More to charge for pink razors or other items marketed to women Illegal in California on January 1st. It is estimated that, on average, women pay approx An additional $2,381 per year for the same goods and services as men—but the new law is difficult to implement, leading to questions about its effectiveness.

Employment of women in the biggest films of 2022 still surprisingly low, according to a new study. The composers, writers, directors and cinematographers who worked behind the scenes on the films we watched last year were overwhelmingly men, and the representation of women in these roles has hardly decreased over the past 25 years.

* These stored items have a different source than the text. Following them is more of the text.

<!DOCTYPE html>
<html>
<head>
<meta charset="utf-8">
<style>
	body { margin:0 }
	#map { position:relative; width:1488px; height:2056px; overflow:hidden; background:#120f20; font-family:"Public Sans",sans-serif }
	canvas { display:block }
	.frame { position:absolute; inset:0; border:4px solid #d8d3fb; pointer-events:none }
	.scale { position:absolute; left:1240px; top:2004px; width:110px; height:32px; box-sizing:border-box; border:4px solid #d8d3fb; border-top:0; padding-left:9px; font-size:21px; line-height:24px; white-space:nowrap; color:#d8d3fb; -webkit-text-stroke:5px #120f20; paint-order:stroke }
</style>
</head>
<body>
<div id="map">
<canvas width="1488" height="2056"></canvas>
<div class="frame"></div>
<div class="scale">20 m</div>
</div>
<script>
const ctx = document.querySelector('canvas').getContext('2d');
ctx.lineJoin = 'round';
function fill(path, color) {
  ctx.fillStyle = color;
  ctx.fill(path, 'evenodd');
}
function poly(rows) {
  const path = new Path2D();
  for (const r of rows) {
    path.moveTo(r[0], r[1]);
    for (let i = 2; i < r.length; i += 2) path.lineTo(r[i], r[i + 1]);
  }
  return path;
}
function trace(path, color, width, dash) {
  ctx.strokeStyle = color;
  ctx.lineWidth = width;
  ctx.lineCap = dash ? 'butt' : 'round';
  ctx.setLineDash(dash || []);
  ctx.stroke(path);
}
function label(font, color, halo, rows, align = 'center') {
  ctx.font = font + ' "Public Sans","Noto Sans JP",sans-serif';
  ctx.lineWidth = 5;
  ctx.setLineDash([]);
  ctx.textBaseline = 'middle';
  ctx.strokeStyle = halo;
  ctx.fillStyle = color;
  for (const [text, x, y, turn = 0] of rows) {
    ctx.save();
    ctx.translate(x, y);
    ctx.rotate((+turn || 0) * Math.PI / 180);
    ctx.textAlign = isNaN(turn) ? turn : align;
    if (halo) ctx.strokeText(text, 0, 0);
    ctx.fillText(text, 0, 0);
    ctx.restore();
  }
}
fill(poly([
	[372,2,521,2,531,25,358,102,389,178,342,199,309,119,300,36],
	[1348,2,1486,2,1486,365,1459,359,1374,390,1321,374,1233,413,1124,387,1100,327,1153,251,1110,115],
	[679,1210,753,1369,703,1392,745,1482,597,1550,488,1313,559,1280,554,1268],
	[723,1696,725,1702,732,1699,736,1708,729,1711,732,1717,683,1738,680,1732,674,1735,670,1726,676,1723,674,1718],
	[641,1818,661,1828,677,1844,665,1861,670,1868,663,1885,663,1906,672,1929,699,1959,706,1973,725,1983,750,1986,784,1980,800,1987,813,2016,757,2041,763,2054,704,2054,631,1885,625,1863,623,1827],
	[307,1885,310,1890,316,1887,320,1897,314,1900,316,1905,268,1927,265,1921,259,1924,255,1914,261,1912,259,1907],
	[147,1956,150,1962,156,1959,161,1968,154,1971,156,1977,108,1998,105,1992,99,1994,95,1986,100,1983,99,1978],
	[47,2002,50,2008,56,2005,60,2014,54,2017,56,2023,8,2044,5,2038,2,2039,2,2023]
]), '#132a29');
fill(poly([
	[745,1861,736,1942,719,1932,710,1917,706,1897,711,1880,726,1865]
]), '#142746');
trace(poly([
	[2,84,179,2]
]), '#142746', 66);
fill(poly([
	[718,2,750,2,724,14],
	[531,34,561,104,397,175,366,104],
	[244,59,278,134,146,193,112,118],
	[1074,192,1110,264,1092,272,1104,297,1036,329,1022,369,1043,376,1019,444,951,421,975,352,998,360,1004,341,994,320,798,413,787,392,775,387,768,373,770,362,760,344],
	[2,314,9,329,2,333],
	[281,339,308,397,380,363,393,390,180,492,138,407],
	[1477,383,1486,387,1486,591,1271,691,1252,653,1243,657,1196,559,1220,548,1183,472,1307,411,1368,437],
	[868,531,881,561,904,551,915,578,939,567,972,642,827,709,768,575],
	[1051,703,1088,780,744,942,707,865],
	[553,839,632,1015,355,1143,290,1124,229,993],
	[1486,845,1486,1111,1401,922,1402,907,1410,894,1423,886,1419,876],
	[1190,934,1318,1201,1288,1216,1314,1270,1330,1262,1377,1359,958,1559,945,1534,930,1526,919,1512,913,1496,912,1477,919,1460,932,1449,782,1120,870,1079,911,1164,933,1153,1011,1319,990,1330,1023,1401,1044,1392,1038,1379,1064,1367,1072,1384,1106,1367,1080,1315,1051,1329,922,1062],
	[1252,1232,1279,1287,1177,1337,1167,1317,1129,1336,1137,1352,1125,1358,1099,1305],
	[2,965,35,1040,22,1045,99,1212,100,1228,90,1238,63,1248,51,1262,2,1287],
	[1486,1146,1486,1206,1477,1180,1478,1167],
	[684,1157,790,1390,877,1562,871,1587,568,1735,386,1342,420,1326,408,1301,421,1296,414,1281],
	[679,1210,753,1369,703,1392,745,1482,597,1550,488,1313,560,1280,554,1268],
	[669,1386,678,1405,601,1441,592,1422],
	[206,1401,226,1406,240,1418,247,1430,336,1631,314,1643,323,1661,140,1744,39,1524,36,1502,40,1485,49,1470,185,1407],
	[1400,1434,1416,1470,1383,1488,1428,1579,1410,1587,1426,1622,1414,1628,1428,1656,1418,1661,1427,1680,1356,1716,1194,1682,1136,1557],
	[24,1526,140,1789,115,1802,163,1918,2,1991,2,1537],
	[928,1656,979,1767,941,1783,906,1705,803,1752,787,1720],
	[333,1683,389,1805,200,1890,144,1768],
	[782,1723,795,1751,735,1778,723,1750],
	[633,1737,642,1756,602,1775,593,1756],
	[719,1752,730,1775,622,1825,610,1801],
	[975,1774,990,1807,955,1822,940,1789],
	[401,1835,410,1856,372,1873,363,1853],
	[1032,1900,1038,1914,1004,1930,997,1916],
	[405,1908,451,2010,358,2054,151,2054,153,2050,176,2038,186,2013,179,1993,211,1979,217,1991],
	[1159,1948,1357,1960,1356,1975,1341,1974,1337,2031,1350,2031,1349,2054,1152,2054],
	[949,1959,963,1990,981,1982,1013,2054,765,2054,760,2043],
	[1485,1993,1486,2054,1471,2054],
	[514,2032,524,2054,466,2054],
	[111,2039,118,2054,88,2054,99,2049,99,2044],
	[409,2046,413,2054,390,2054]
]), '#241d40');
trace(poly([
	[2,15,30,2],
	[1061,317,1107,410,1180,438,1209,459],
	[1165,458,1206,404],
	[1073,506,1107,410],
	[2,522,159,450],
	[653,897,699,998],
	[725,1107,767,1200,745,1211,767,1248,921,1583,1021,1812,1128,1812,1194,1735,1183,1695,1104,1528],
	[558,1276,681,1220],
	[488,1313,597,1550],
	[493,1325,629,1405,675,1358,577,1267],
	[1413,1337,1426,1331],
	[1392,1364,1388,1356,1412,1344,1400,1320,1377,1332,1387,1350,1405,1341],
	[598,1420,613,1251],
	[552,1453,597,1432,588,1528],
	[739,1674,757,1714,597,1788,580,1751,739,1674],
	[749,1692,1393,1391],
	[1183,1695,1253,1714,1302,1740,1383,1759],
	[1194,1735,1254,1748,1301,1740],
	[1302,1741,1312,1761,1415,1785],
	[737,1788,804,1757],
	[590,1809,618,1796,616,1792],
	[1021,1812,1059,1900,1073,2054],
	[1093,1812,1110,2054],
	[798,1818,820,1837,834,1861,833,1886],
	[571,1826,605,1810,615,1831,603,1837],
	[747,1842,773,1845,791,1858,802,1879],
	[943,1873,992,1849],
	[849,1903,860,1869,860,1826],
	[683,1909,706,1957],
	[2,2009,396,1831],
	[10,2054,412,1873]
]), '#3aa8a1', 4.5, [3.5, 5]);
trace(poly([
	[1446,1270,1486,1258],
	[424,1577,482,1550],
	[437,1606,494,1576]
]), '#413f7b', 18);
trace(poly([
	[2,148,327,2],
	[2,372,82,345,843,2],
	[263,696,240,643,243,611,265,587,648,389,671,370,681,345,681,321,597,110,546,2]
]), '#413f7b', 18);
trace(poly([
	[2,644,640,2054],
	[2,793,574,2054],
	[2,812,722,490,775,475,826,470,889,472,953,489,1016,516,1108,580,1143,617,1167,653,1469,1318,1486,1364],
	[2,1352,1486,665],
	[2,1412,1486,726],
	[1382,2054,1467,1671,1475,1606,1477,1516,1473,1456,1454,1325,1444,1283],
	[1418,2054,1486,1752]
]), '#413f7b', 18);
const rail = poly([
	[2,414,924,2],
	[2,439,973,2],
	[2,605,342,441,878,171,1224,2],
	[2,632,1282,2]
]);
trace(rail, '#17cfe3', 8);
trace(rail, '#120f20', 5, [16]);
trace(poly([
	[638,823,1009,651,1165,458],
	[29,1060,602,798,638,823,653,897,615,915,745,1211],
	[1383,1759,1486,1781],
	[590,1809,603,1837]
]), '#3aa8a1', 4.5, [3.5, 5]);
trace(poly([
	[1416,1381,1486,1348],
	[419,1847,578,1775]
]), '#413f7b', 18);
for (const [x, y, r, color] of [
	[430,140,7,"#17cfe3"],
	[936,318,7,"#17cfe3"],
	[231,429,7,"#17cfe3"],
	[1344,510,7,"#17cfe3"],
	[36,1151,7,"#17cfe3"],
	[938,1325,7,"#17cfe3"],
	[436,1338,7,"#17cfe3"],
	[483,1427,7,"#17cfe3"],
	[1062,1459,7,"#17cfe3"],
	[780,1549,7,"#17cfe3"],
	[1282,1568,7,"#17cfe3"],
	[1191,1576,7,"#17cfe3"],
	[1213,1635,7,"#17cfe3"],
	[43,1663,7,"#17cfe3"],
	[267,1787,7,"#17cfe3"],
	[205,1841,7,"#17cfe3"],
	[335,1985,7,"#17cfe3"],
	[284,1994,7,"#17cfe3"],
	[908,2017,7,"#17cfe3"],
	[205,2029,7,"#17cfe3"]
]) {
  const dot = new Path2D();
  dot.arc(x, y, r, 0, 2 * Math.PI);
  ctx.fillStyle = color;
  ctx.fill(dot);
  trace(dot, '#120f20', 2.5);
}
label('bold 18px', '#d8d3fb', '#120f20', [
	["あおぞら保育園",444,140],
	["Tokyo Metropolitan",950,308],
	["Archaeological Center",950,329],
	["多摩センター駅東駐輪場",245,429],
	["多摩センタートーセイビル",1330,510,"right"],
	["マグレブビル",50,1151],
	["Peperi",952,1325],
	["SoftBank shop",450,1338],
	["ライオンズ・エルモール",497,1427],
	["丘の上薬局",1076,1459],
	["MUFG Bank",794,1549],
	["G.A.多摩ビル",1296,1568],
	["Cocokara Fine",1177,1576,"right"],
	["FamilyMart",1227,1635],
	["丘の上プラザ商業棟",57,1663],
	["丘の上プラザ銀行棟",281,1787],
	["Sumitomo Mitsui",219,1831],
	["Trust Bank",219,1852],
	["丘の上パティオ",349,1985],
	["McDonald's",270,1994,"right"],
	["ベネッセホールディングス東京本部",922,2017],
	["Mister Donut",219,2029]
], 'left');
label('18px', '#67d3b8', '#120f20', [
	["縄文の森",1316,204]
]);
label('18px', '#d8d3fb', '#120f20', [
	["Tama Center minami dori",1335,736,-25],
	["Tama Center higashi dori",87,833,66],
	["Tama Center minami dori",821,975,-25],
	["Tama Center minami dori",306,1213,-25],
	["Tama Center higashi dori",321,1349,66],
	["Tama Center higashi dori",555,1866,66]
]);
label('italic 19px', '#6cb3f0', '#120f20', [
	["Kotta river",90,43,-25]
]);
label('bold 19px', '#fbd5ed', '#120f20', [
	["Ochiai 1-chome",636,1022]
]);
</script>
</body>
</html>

Before the holidays, the Pregnant Workers Fairness Act and the Providing Emergency Maternal Protections for Nursing Mothers Act (known as the PUMP Act) to be added to the 2023 omnibus spending bill, which has passed the Senate and is headed for a House vote.

The Checklist

1. Nuke your calendar. When employees at Shopify got back from their holiday break on Tuesday morning, they were told that all recurring meetings with three or more people would be automatically canceled by the end of the day, and they shouldn’t be put back for two weeks at least – if at all. An experiment is worth trying.

2. Fill the holes in your emergency fund – and if you’re a woman or a person of color, there are holes. The most common recommendation for emergency fund savings is three to six months’ worth of living expenses. But gender and racial wealth and earnings gaps mean the standard advice isn’t one-size-fits-all, so consider boosting your cushion to cover six to 12 months’ worth of expenses.

3. Check your email just 1-2 times a day. During the year, some of us—about 40% of us, in fact—spend three weeks to more than a month (520-780 hours) dealing with work email. Cut this number down by implementing rules about when you open your inbox.